The Ministry of Health said last week the BA.5 variant made up about 75 percent of all new coronavirus cases. 

While cases soared in recent weeks - peaking at more than 11,500 in mid-July during the most-recent wave - the seven-day rolling average has dropped enough to suggest the country is through the worst.

The virus' impact on the country's labour market has been evident. People are leaving the country in their droves amid a "brain drain" and companies are crying out for workers. 

Cameron Bagrie at Bagrie Economics said additional waves of the virus would have an enduring impact on the economy. But it's unclear just how bad it would be. 

"No one is sure but we need to be able to manage potential future outbreaks or variants," Bagrie said.

Bagrie. Photo credit: File

Is there any optimism out there? 

The Canterbury region is no stranger to adversity.

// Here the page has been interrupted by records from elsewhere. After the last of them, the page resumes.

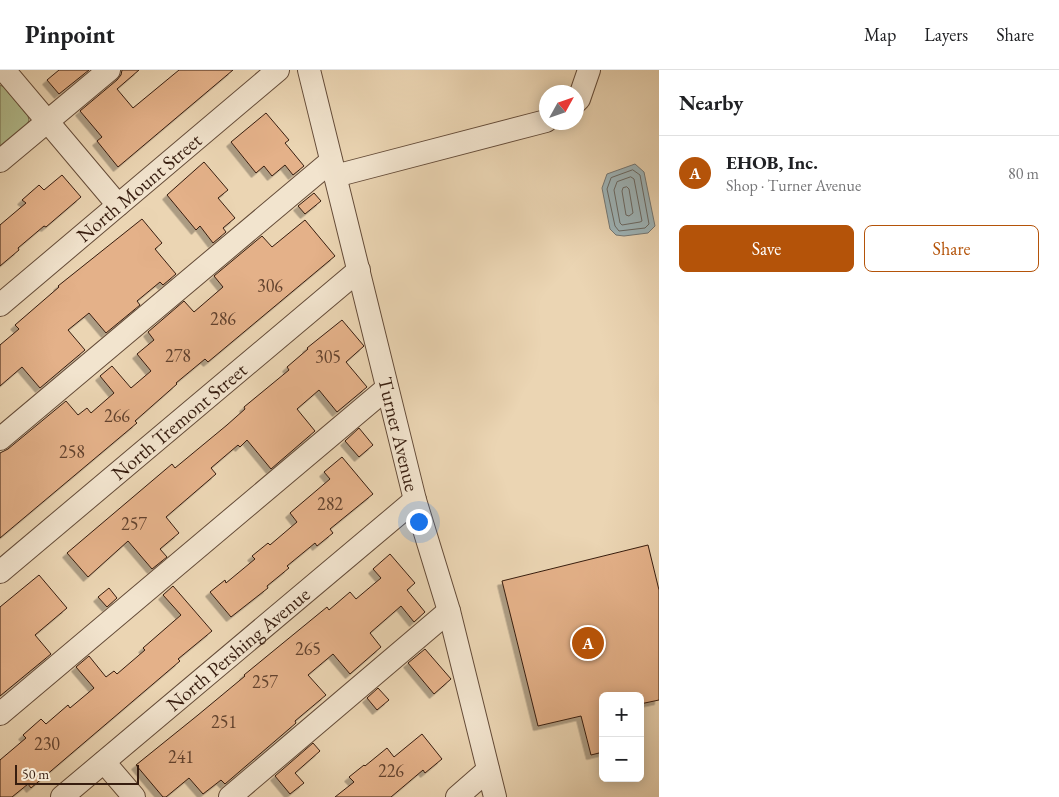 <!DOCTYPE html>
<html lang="en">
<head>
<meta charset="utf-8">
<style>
  :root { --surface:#fff; --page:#f2f2f2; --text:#202124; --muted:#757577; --line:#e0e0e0; --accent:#b45309 }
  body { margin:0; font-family:"EB Garamond",serif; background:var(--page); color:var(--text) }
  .controls { position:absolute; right:15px; bottom:15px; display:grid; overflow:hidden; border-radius:8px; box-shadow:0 2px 12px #0003 }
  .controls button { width:45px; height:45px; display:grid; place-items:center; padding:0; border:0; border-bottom:1px solid var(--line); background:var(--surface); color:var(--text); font:25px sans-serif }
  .compass { position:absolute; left:539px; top:15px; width:45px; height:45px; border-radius:50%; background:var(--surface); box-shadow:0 2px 12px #0003; rotate:50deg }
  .scale { position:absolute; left:15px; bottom:12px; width:124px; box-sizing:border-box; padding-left:5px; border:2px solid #371d0f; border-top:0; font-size:14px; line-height:18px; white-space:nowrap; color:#371d0f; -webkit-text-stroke:4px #f2e4ce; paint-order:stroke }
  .you { position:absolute; left:418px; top:451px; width:18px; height:18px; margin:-12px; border:4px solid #fff; border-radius:50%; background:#1a73e8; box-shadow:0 0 0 8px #1a73e833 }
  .badge { display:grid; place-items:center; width:32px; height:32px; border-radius:50%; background:var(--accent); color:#fff; font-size:16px; font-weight:700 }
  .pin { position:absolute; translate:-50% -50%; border:2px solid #fff; box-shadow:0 1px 5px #0006 }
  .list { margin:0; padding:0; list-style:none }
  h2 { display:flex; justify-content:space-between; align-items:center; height:65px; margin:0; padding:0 20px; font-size:21px }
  h2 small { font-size:16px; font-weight:400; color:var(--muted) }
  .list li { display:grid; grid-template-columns:32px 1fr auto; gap:15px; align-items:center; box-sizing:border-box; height:75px; padding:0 20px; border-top:1px solid var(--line) }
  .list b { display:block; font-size:19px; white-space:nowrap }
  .list p { margin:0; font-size:16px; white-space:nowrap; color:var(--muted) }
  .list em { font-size:16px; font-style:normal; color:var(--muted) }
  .actions { display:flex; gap:10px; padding:15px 20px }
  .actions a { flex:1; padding:11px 0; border:1px solid var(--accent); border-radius:8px; text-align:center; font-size:18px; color:var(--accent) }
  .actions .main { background:var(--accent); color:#fff }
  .map { position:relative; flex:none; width:659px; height:727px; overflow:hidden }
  header { display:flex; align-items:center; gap:30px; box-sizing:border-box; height:70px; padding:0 25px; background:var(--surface); border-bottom:1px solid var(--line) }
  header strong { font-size:24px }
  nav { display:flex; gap:28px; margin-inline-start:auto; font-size:18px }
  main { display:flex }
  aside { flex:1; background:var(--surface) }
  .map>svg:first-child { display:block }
</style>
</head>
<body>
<header>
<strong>Pinpoint</strong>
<nav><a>Map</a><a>Layers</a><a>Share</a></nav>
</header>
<main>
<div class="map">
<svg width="659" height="727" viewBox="0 0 659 727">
  <defs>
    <filter id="shadow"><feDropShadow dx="-4.5" dy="4.5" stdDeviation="0" flood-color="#0004"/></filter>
  </defs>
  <rect width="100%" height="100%" fill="#ebd5b3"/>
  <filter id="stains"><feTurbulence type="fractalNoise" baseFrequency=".004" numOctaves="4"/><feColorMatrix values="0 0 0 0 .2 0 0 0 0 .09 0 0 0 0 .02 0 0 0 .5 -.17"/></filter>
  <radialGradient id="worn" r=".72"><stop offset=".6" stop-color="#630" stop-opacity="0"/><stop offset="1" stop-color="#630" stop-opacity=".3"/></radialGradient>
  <path fill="#b3be8f" stroke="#756e4f" d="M0 15 4 17 28 46 29 50 27 55 0 78Z"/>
  <path fill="#9eb5b9" stroke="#757875" d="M635 94 644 102 655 156 648 163 624 166 616 165 610 159 602 118 607 104Z"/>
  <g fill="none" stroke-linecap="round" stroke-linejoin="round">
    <path stroke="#6a6964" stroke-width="1" d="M633 100 640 105 649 154 645 158 619 161 615 156 607 119 611 108Z
      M631 107 634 109 642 151 640 152 622 155 620 153 614 120 617 112Z
      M627 117 629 119 633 143 629 146 626 145 622 121 623 118Z"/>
  </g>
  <path fill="#e4b189" stroke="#371d0f" filter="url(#shadow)" d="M59 0H89L59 24 47 10Z
    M122 0H139L117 19 133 38 179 0H233L118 97 97 71 102 67 80 41 117 10 121 5Z
    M266 43 289 70 285 73 304 96 293 105 285 95 272 106 264 96 256 103 231 72Z
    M204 92 228 120 218 128 235 148 223 158 226 162 213 173 200 156 196 160 167 125Z
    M62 105 81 127 46 157 44 156 18 178 19 180 0 196V155L26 133 22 130 39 115 44 120Z
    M314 123 321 131 305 144 298 136Z
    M142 149 162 173 155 179 176 204 163 215 160 212 137 231 140 235 106 263 89 243 68 260 85 280 40 318 22 297 0 316V275L19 259 15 255 59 217 58 216Z
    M305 150 335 186 208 292 205 289 176 313 177 314 135 351 137 353 0 468V383L8 379 66 331 78 345 87 338 91 343 114 323 100 306 112 296 131 318 151 301 137 284 154 270 148 262 184 231 194 242 223 217 214 206 262 166 272 177Z
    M342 250 364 276 346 292 367 317 337 342 319 320 297 339 315 361 271 399 247 370 240 377 238 375 211 398 216 404 166 447 179 463 160 479 167 487 152 499 128 471 88 507 67 483 172 394 175 398 227 355 245 339 244 337 289 300 287 297 308 279 307 278Z
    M359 358 373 375 359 387 345 371Z
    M342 387 373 424 330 459 333 463 317 476 315 473 287 496 289 498 267 516 268 518 231 547 210 522 225 510 226 513 255 489 252 486 268 473 270 475 297 452 290 443 330 409 324 402Z
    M648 475 659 520V630L640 634V626H603V682L591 685 581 646 538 656 502 511Z
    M390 484 415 513 407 520 425 542 414 552 401 536 370 563 381 577 350 604 333 584 308 605 326 625 295 651 296 653 225 714 221 710 203 724 189 708 166 727H163L136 695 198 645 245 606 244 605 327 537 329 540 350 522 356 529 381 508 373 499Z
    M39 505 67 538 35 565 51 584 0 626V537Z
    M173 516 212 561 178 589 180 591 31 718 28 714 12 727H0V690L26 668 23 665 41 649 46 654 68 635 70 638 94 618 76 597 89 586 106 607 114 601 117 604 145 580 143 578 181 545 163 525Z
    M109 518 117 528 107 537 98 527Z
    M425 579 451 609 434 624 408 593Z
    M378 618 389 630 377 640 367 628Z
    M422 664 442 689 425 703 423 700 391 727H335L354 712 349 707 364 695 365 696 387 678 394 687Z
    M313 673 320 681 295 703 304 713 290 724 275 706Z"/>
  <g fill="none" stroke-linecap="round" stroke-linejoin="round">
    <g stroke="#644b38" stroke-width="24">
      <g id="minor">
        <path d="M4 0 118 135"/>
        <path id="s1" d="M309 0 415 430 449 541 495 727"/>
        <path d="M576 32 579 29 589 0"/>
        <path d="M0 91 109 0"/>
        <path d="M335 106 546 51"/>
        <path id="s2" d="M0 235 278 0"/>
        <path d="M0 369 331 91"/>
        <path id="s3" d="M0 502 359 200"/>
        <path d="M0 644 387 318"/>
        <path d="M104 692 134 727"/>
        <path id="s4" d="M62 727 415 430"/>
        <path d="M230 727 449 541"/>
        <path d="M457 727 488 700"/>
      </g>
    </g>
    <use href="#minor" stroke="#f2e4ce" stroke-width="22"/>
  </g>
  <g text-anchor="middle" stroke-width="5" stroke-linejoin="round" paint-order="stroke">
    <g font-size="18" fill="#62422e">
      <text x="270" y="222">306</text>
      <text x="223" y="255">286</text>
      <text x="178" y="292">278</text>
      <text x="328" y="293">305</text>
      <text x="117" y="352">266</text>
      <text x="72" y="388">258</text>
      <text x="330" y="440">282</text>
      <text x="134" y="460">257</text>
      <text x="308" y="585">265</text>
      <text x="265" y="618">257</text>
      <text x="224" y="658">251</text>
      <text x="47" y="680">230</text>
      <text x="181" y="693">241</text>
      <text x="391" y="707">226</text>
    </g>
    <g font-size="20" fill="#371d0f" stroke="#f2e4ce">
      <text dy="7" stroke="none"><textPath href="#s2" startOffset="182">North Mount Street</textPath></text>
      <text dy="7" stroke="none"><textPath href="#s3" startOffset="234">North Tremont Street</textPath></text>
      <text dy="7" stroke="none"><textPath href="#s1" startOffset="375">Turner Avenue</textPath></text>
      <text dy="7" stroke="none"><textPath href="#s4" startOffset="230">North Pershing Avenue</textPath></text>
    </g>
  </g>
  <rect width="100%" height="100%" filter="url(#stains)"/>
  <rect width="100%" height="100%" fill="url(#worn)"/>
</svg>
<div class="controls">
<button>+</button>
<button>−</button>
</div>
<svg class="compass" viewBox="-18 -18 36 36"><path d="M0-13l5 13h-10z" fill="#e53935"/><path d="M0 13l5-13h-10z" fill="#757577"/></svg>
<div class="scale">50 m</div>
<div class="you"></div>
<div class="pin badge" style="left:588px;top:573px">A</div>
</div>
<aside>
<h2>Nearby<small></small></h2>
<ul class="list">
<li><span class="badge">A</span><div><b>EHOB, Inc.</b><p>Shop · Turner Avenue</p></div><em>80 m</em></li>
</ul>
<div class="actions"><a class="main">Save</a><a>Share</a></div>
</aside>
</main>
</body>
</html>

With Christchurch being forced to rebuild after the devastating earthquake just over a decade ago, COVID-19 was another setback for a city still in regeneration mode.

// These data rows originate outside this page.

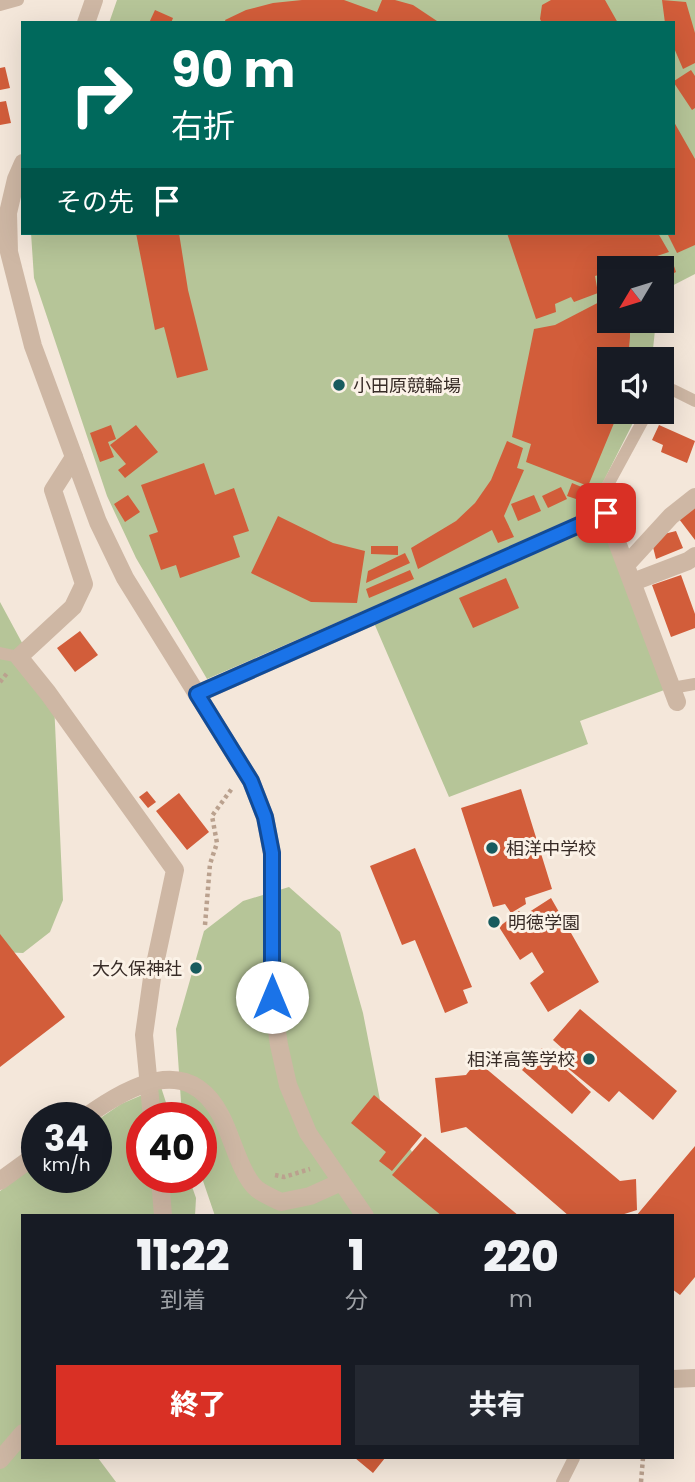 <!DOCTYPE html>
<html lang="ja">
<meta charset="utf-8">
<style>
:root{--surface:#171b24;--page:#242831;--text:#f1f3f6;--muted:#9ea1a6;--accent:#d93025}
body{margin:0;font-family:Poppins,"Noto Sans JP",sans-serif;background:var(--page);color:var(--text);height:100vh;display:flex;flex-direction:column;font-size:26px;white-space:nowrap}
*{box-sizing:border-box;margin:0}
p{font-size:23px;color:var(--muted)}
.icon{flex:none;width:38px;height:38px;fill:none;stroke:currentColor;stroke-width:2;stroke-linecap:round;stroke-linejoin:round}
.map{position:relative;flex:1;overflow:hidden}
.drawer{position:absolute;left:21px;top:1214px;width:653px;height:245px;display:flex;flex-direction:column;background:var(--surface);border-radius:0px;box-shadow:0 7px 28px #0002}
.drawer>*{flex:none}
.hud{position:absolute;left:21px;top:21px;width:654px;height:214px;border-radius:0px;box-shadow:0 7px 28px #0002;background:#00695c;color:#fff;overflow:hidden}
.needle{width:46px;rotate:232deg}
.tools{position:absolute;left:597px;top:256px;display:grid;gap:14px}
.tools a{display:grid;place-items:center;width:77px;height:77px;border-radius:0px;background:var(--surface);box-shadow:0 7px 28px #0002;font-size:35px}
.speed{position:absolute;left:21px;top:1102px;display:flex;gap:14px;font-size:35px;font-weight:700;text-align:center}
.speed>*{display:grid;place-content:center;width:91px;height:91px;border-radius:50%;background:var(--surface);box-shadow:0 7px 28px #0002;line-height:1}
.speed small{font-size:18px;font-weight:400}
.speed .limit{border:10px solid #d22;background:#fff;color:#111}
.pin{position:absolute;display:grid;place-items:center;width:60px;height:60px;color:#fff;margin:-30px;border-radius:14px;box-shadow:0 4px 10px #0006}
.me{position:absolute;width:77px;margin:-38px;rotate:0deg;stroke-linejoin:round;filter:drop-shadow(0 0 5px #0008)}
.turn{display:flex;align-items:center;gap:24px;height:147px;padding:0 35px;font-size:32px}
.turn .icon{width:91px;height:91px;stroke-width:2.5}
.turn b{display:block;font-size:49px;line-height:60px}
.then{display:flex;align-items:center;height:66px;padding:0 35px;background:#0003;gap:14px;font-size:26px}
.eta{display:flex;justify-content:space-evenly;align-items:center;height:119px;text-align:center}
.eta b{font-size:42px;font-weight:800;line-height:49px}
.cta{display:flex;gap:14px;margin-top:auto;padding:14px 35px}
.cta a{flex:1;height:80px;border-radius:0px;background:var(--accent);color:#fff;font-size:28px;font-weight:800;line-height:80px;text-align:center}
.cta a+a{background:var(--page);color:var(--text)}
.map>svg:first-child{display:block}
.green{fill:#b6c598}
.building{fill:#d25d3a}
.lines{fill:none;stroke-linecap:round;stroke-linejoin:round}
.path{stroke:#baa18e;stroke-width:4.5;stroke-dasharray:3.5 3.5;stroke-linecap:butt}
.service{stroke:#ceb7a4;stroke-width:12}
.minor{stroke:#ceb7a4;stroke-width:18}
.tertiary{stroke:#ceb7a4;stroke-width:18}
.route-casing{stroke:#114b97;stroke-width:18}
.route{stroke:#1a73e8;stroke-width:12}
.poi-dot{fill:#185b5e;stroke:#fbf2e7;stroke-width:2.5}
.labels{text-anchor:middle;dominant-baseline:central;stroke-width:6;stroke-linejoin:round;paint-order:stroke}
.poi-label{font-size:18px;fill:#382c27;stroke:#fbf2e7;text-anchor:start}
</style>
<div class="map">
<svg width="695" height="1482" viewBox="0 0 695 1482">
<rect width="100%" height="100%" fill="#f4e7da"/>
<path class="green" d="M117,0h578v274l-33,17v-23h-53v52h47l-4,39h-43v52h30l-46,91 74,187 -87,32 8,23 -139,53 -81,-188 -161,70 -71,-121 -29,-62 -73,-218 -3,-45h643v-210h-565z
M0,602l54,100 9,198 -13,32 -27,21 -23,-1z
M289,887l51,45 23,81 18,92 51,77 28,34h-245l-14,-41v-57h-19v-2l-6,-87 28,-98 39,-30z
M161,1087l10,31h-29v60h47l7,20 -1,18h-172v242h75l18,24h-116v-291l37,-27v14h59v-57l25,-17z"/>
<path class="building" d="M302,0h42l33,12 5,-12h13l18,5 27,18h-214l-1,-3 21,-10 27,-7z
M551,0h54l13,23h-76l-2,-4 2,-14z
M662,0l24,2 9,31v30l-12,6 -9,-21v-25h-9z
M155,10l18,8 -2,5h-22z
M5,67l5,21 -10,2v-22z
M691,70l4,6v32l-3,2 -18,-27v-2z
M6,101l5,22 -11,2v-23z
M674,122l21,37v86l-18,8 -10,-20h7z
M136,233h43l9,57 20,80 -31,8 -13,-51 -9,3z
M507,233h151l11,19 -48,16h-12v4l-14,4 3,17 -24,9 -3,-5 -16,7 1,8 -20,7z
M672,260l4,12 -14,7v-11h-12z
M609,297v23h21v17l-2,22h-19v52h10l-31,75 -62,-24 5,-18 -19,-7 22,-108 21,-4z
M111,425l5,14 -8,3 6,15 -14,5 -10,-29z
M136,425l22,27 -33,26 -7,-8 8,-6 -16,-19z
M659,425l36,16 -8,22 -26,-11 2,-7 -11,-5z
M507,441l16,7 -6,20 7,2 -20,46 10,21 -16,6 -6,-13 -74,39 -7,-21 45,-27 19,-18 16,-23z
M204,463l11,32 19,-7 15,43 -16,5 7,21 -60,21 -4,-13 -15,5 -12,-35 9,-3 -17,-47z
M572,483l12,5 -5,12 -12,-4z
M561,487l6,12 -19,9 -6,-12z
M128,495l12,17 -15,10 -11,-18z
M534,495l7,16 -23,10 -7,-17z
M695,507v33l-16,-21z
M278,516l55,27 32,8 -8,52 -46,-1 -60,-29z
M676,531l7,17 -27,11 -3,-12 11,-13z
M371,546h27v9l-27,-1z
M405,553l5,10 -44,20 2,-12z
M410,570l4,9 -45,19 -3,-9z
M681,575l14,39v14l-24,9 -19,-52z
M506,578l13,30 -46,20 -14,-30z
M80,631l18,24 -23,17 -18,-24z
M521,789l31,100 -27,9 1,6 -15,9 -6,-9 -12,3 -32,-99z
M147,791l9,11 -8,6 -9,-11z
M179,793l30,39 -22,18 -31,-39z
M415,848l57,139 -9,3 5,13 -23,10 -30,-73 -13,5 -32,-79z
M551,898l48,84 -51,30 -18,-29 14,-11 -12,-20 -12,8 -21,-33 20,-16 4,5z
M0,934l65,83 -65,50z
M580,1009l97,82 -24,29 -34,-29 -10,11 -44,-36 7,-9 -19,-17z
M542,1048l49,44 -19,22 -50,-44z
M477,1061l143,120 16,-2 1,31 -19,6h-49l-103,-89 -25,6 -6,-55 31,-3z
M374,1095l48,40 -30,36 -13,-10 7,-9 -35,-29z
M425,1137l94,79h-77l-50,-41z
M695,1146v131l-15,18 -8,-6v-73h-36z
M355,1458h30l-12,15z"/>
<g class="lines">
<path class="path" d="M0,682l8,-10
M205,925l5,-61 7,-21 -5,-27 21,-29
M275,1175l9,2 26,-8
M641,1482l2,-24"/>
<path class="service" d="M0,5l18,-5
M662,391l11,-1 22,11
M606,513l-2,-21 44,-81
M0,653l19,4
M672,688l23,-4
M562,1482l12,-24"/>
<path class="minor" d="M74,457l-21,33 31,94 -11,23 -54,50 29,36 127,177 -23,108 -8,57 8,83
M627,564l44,-48 24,-19
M633,582l55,-21 7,-5
M197,694l409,-181 71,189
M160,1178l3,38
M0,1460l23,-27"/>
<path class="tertiary" d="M86,23l8,-23
M23,163l-7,16 -8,34 1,39 24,94 65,176 27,56 126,203 14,36 7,37v143l7,48 9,40 20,48 57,83
M84,1118c44,-32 104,-66 137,-2 10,18 20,60 36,73 6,5 16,9 24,13l29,-6 31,-14
M0,1181l37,-27
M672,1379l23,-1"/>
</g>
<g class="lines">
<defs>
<path id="route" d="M272,997v-144l-7,-36 -14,-36 -54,-87 409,-181"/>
</defs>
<use href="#route" class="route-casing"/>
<use href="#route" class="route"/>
</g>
<g class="poi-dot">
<circle cx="339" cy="385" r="7"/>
<circle cx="492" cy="848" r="7"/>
<circle cx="494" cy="922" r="7"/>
<circle cx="196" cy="968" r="7"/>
<circle cx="589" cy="1059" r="7"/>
</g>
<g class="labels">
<g class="poi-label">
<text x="353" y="385">小田原競輪場</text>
<text x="506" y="848">相洋中学校</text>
<text x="508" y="922">明徳学園</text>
<text x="182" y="968" text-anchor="end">大久保神社</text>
<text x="575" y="1059" text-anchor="end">相洋高等学校</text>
</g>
</g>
</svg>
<div class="tools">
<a><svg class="needle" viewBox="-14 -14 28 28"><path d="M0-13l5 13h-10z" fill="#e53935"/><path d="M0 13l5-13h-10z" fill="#9ea1a6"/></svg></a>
<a><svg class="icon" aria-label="sound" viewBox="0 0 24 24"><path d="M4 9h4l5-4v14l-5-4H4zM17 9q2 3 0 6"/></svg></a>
</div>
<div class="speed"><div>34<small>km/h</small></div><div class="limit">40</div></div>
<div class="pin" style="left:606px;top:513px;background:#d93025"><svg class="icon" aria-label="arrive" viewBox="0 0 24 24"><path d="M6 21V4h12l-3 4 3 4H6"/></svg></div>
<svg class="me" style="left:272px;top:997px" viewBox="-20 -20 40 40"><circle r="19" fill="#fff"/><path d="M0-13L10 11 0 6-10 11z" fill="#1a73e8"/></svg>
<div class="hud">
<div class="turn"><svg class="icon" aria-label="right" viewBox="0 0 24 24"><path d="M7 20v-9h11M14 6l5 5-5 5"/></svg><div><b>90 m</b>右折</div></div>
<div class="then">その先<svg class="icon" aria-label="arrive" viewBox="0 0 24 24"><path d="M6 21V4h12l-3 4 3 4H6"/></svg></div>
</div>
<section class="drawer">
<div class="eta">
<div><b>11:22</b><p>到着</p></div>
<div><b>1</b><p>分</p></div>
<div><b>220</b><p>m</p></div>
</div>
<div class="cta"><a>終了</a><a>共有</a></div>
</section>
</div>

"Cantabrians are renowned for being pioneers - think Sir Angus Tait, Kate Sheppard and Bill Hamilton, and it's this continued innovation that stands out on the world stage that sets us apart," said Leeann Watson, the chief executive of Canterbury's Employers' Chamber of Commerce.

She was largely optimistic when Newshub quizzed her about the challenges posed by COVID-19 and the city's future.

"Cantabrians have demonstrated over the last 11 years they have the adaptability and buoyancy needed to navigate ongoing disruptions," she said.

"Most businesses in the Canterbury region have quickly rebounded from the impacts associated with COVID-19 however some of the challenges that were exacerbated by restrictive policies and labour market shortages, supply chain issues and inflation will have a longer-term impact.

"Consumer spending habits dip when economic performance dips and that does pose a threat to the retail sector, however, we're hopeful that the resumption of tourism will alleviate some of that pressure."

She was confident Canterbury businesses would continue growing, despite those economic threats.

That growth would be aided by New Zealand's borders fully reopening to visitors from around the world late last month - a much-needed boost for the country's hard-hit tourism industry, which was also optimistic. 

"Although it is too soon to say how the summer will compare with pre-pandemic levels of trade, and it certainly won’t be a return to 2019, the industry is growing increasingly optimistic," said Tourism Industry Aotearoa chief executive Rebecca Ingram. "We are also hearing that international travelers who are concerned about the war in Ukraine are finding New Zealand an attractive alternative to traveling to Europe."

But, like every industry, tourism is also struggling to manage ever-increasing costs. 

"Increasing costs and constraints on capacity are already pushing up the price of travel and it seems that is likely to continue in the short term," Ingram said.

"The need to attract great people to work in the industry is the biggest concern for many operators so they are able to offer the fantastic visitor experiences that New Zealand is known for.

"We are enormously grateful for the support Kiwis have given their tourism industry over the last two years. Now they have had a chance to discover what amazing holiday experiences Aotearoa New Zealand has to offer, we hope they will continue to enjoy holidaying locally."